Revista científica
de la Sociedad Española de Medicina Estética
Revista científica de la Sociedad Española de Medicina Estética

Propiedades antioxidantes de las frutas y hortalizas como estrategia antienvejecimiento

Antioxidant properties of fruits and vegetables as an anti-ageing strategy

Autores

Introducción

Entre los expertos, existe una discusión continua sobre la aplicación de compuestos antioxidantes de forma natural a través de los alimentos o la administración artificial a través de suplementos1,2. Es muy importante que haya a nivel cutáneo una cantidad suficiente de antioxidantes, ya que durante los procesos metabólicos e inmunológicos o por la exposición a la irradiación solar, se desarrollan especies reactivas de oxígeno o radicales libres con poder oxidante, que pueden comprometer el buen estado de la piel3. Una alta concentración de radicales libres puede causar condiciones de estrés oxidativo4, que a su vez dan lugar a daño celular, envejecimiento prematuro de la piel y cáncer cutáneo.

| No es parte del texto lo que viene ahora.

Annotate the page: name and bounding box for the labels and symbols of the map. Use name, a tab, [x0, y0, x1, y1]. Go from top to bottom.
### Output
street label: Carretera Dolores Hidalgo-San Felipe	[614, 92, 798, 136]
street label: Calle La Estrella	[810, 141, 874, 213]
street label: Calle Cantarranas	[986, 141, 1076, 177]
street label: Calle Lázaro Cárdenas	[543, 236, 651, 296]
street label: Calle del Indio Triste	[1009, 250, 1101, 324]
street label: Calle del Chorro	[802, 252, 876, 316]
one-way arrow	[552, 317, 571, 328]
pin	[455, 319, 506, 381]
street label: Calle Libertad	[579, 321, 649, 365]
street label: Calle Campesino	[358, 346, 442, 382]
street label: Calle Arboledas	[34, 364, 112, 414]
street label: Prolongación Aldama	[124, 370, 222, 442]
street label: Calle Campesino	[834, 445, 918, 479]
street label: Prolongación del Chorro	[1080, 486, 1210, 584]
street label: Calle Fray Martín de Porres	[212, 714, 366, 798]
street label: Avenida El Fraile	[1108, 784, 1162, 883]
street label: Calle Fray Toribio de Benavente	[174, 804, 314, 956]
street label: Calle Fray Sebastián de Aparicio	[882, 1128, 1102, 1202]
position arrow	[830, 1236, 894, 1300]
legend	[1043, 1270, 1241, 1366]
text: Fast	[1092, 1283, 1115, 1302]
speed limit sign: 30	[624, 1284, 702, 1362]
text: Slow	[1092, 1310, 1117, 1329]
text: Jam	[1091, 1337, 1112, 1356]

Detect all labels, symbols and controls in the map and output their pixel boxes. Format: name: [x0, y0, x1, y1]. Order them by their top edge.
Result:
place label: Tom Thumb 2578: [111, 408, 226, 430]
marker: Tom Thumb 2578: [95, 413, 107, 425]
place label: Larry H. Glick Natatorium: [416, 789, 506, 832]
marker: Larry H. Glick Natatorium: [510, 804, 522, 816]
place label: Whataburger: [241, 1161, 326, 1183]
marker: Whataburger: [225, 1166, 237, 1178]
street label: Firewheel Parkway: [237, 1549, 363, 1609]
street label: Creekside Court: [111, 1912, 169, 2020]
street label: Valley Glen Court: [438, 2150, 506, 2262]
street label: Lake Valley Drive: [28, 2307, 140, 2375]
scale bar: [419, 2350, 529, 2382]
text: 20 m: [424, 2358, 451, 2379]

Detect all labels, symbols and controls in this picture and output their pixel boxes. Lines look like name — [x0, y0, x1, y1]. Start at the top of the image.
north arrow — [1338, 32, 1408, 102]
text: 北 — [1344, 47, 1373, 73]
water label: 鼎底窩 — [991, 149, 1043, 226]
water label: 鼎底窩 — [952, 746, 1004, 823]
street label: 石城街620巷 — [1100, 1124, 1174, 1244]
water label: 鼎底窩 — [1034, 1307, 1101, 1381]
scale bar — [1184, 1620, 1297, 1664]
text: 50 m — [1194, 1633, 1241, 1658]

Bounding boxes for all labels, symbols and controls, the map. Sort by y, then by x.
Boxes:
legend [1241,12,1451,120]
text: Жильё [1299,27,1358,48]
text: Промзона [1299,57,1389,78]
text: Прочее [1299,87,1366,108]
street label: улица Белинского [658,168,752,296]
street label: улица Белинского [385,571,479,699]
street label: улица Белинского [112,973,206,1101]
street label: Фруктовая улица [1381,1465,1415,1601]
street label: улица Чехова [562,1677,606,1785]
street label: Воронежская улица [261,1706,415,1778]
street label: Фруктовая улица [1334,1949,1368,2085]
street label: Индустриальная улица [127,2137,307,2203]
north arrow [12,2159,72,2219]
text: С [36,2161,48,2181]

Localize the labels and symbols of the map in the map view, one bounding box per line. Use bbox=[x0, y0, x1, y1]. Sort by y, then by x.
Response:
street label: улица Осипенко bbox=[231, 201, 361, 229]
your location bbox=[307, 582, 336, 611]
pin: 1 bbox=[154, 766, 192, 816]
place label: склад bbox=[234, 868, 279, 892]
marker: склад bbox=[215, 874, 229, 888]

Después de la formación de estas especies reactivas de oxígeno, los radicales libres reaccionan con las moléculas adyacentes, tales como lípidos, proteínas o ácidos nucleicos, dando lugar a su deterioro. Por lo tanto, a estas sustancias se las podría considerar responsables de inducir a nivel celular determinadas enfermedades, entre las que se incluyen distintos tipos de tumores malignos5.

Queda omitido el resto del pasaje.